*Material for the task*:
========================

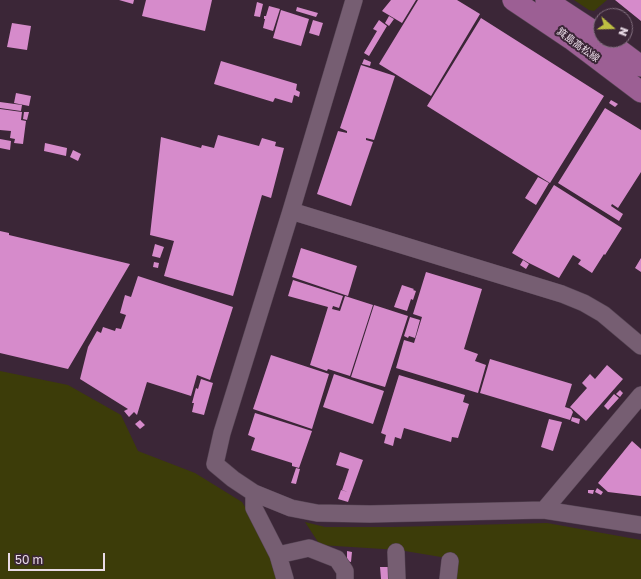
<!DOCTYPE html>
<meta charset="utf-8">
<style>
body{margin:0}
#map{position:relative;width:641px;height:579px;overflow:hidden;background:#3b2637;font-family:"Golos Text",sans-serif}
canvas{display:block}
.north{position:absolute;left:593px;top:8px;width:40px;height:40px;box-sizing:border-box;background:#3b2637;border:1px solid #816e7d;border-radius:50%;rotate:110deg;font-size:11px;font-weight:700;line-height:16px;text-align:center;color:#e9dbe6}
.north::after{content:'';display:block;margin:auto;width:14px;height:18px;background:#bebf42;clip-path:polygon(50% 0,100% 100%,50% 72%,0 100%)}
.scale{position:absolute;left:8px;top:553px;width:97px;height:18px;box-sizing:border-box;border:2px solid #e9dbe6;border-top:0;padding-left:5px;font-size:12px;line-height:14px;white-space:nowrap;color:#e9dbe6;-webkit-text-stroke:3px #3b2637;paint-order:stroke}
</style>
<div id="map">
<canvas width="641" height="579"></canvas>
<div class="north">N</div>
<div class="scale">50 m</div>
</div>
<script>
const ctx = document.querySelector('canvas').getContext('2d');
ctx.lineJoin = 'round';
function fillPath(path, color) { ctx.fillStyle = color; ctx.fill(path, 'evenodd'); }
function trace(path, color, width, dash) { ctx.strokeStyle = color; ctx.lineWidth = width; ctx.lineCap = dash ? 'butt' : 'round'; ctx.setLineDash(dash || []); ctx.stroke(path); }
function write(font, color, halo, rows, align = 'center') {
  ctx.font = font + ' "Golos Text","Noto Sans JP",sans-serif'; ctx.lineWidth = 4; ctx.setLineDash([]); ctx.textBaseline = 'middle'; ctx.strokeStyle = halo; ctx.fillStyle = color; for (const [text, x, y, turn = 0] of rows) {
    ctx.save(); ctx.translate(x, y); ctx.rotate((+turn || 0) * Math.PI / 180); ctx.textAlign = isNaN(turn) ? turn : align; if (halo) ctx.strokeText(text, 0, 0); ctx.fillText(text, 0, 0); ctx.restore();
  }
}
const green = new Path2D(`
 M 574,0 L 607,0 L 594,11 L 589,10 Z
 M 0,371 L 68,385 L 121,415 L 138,451 L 195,473 L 242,502 L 272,551 L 280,579 L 0,579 Z
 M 305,522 L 325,527 L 393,527 L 547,523 L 641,540 L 641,579 L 451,579 L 453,559 L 399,550 L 320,545 Z`);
const building = new Path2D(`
 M 119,0 L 134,0 L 133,4 Z
 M 146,0 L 212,0 L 205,31 L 142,16 Z
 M 391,0 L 416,0 L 402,23 L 382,11 Z
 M 418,0 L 457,0 L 480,14 L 431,96 L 379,64 Z
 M 615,0 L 641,0 L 641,21 Z
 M 257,2 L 263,4 L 260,17 L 254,16 Z
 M 269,6 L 280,9 L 273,31 L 263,28 L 265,19 L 264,19 L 264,16 L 266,16 Z
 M 297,7 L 318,13 L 316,17 L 296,11 Z
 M 281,10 L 309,19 L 301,46 L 273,38 Z
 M 389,16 L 394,19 L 389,26 L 385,23 Z
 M 481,18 L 604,96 L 550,183 L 427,106 Z
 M 313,20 L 323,23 L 319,36 L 309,33 Z
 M 379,20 L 387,26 L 369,56 L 364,53 L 377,31 L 373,29 Z
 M 12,23 L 31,26 L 27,50 L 7,47 Z
 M 364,59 L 371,62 L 370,66 L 362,64 Z
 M 221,61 L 297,84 L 296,90 L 300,92 L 299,97 L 294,95 L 292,103 L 275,98 L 273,102 L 214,84 Z
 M 361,65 L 395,76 L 374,140 L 366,138 L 366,140 L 373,142 L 351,206 L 317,194 L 338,131 L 347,133 L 347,131 L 340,128 Z
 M 16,93 L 31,96 L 29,106 L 14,103 Z
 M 611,100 L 618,104 L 615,107 L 609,103 Z
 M 0,102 L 22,105 L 21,111 L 0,108 Z
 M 605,108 L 641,130 L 641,172 L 618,208 L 612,204 L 611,206 L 623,214 L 619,221 L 558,183 Z
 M 0,109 L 22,112 L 21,120 L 26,121 L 23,144 L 14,143 L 15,139 L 10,138 L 11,131 L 0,130 Z
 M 24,112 L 29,112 L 27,120 L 23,119 Z
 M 218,135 L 259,146 L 262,138 L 276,142 L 275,146 L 284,148 L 271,198 L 262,195 L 233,296 L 164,276 L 174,241 L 150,235 L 161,137 L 201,148 L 202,145 L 214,148 Z
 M 0,139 L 11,141 L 10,150 L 0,148 Z
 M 45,143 L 67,148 L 66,156 L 44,151 Z
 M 73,150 L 81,154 L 78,161 L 70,157 Z
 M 538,177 L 549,183 L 536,205 L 525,198 Z
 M 554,185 L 622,228 L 605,255 L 604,254 L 592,273 L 578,264 L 581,260 L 573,255 L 559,278 L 529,263 L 512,253 Z
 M 0,231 L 9,233 L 9,235 L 130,264 L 68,369 L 0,353 Z
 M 155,244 L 164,247 L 160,258 L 152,256 Z
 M 301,248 L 357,266 L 348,296 L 292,277 Z
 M 641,258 L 641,272 L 635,268 Z
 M 523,260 L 529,264 L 526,269 L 520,265 Z
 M 154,262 L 159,263 L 158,268 L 153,267 Z
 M 426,272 L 482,289 L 464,349 L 478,354 L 475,361 L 486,365 L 478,393 L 396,368 L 404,340 L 414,343 L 422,317 L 413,314 Z
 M 138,276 L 233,307 L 210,380 L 197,375 L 191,396 L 147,382 L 137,415 L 134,412 L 129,417 L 124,411 L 128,409 L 80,379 L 88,347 L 97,331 L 101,333 L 103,327 L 115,331 L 116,328 L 121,329 L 126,315 L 120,313 L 125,295 L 131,297 Z
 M 293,280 L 343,296 L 339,308 L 333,306 L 332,309 L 340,311 L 345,296 L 373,305 L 350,376 L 328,369 L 327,371 L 310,365 L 328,307 L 288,296 Z
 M 402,285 L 414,289 L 413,290 L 416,291 L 413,300 L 411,299 L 407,311 L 394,307 Z
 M 374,305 L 408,316 L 385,387 L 351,377 Z
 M 410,317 L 420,320 L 415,338 L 409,336 L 408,338 L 404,336 Z
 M 271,355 L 329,374 L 312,429 L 253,409 Z
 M 490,359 L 572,384 L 565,407 L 571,409 L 573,412 L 570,420 L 480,393 Z
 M 607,365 L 623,379 L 586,421 L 570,407 L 587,388 L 582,383 L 590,374 L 595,379 Z
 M 334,374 L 384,391 L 373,424 L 323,407 Z
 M 399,375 L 465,395 L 463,402 L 469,404 L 458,438 L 452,437 L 451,442 L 404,428 L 401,439 L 395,437 L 393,446 L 384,443 L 386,435 L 381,433 Z
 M 201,379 L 213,383 L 204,415 L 192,412 L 194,403 L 192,403 L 196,388 L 198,389 Z
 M 620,390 L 623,393 L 620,397 L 616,394 Z
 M 614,394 L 619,398 L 608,410 L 604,406 Z
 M 255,413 L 312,431 L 299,468 L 292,466 L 292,463 L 251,450 L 255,438 L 248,435 Z
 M 572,417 L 580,419 L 579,424 L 571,421 Z
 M 549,419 L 562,422 L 553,451 L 541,447 Z
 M 140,420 L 145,425 L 140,429 L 135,424 Z
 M 632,441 L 641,449 L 641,496 L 608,492 L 598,483 Z
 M 340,452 L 363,460 L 348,502 L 338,499 L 341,490 L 348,492 L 342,490 L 349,469 L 336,465 Z
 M 296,468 L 300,469 L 296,484 L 291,483 Z
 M 597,488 L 603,492 L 601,495 L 595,492 Z
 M 588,490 L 594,490 L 593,494 L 588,493 Z
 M 347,551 L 352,552 L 351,562 L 347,561 Z
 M 380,567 L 392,567 L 393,579 L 381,579 Z`);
const minor = new Path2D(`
 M 354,0 L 291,211 L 222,433 L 215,464 L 233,479 L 254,493 L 291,508 L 317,513 L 370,514 L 544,510 L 641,525
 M 291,211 L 562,294 L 584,303 L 603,314 L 641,346
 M 254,493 L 254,508 L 278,555 L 285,579
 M 544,510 L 641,395
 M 396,552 L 397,579
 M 278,555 L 309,548 L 337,559 L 345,571 L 345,579
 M 448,579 L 450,561`);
const major = new Path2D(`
 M 513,0 L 571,39 L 641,92
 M 546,0 L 601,36
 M 606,40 L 641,66`);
const streetNames = [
 ["箕島高松線",578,45,36]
];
fillPath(green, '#3c3c09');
fillPath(building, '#d68bcb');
trace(minor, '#554453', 18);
trace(major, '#554453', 22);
trace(minor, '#765e72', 17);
trace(major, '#9c5f94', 21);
write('10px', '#e9dbe6', '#3b2637', streetNames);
</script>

========================

*Work required*:
Filter the lines above so that only those with the string "canvas" remain, then copy them.

*Finished task*:
canvas{display:block}
<canvas width="641" height="579"></canvas>
const ctx = document.querySelector('canvas').getContext('2d');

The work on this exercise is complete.